TASK GOAL:
Repeat the records below verbatim.

Saved entries:

-- Opening Marker --

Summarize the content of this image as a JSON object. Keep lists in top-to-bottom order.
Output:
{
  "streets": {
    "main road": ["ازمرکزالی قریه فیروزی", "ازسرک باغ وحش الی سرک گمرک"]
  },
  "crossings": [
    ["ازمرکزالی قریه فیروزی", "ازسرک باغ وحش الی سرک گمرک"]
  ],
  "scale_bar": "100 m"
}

-- Closing Marker --

EXERCISE SOLUTION:
Summarize the content of this image as a JSON object. Keep lists in top-to-bottom order.
Output:
{
  "streets": {
    "main road": ["ازمرکزالی قریه فیروزی", "ازسرک باغ وحش الی سرک گمرک"]
  },
  "crossings": [
    ["ازمرکزالی قریه فیروزی", "ازسرک باغ وحش الی سرک گمرک"]
  ],
  "scale_bar": "100 m"
}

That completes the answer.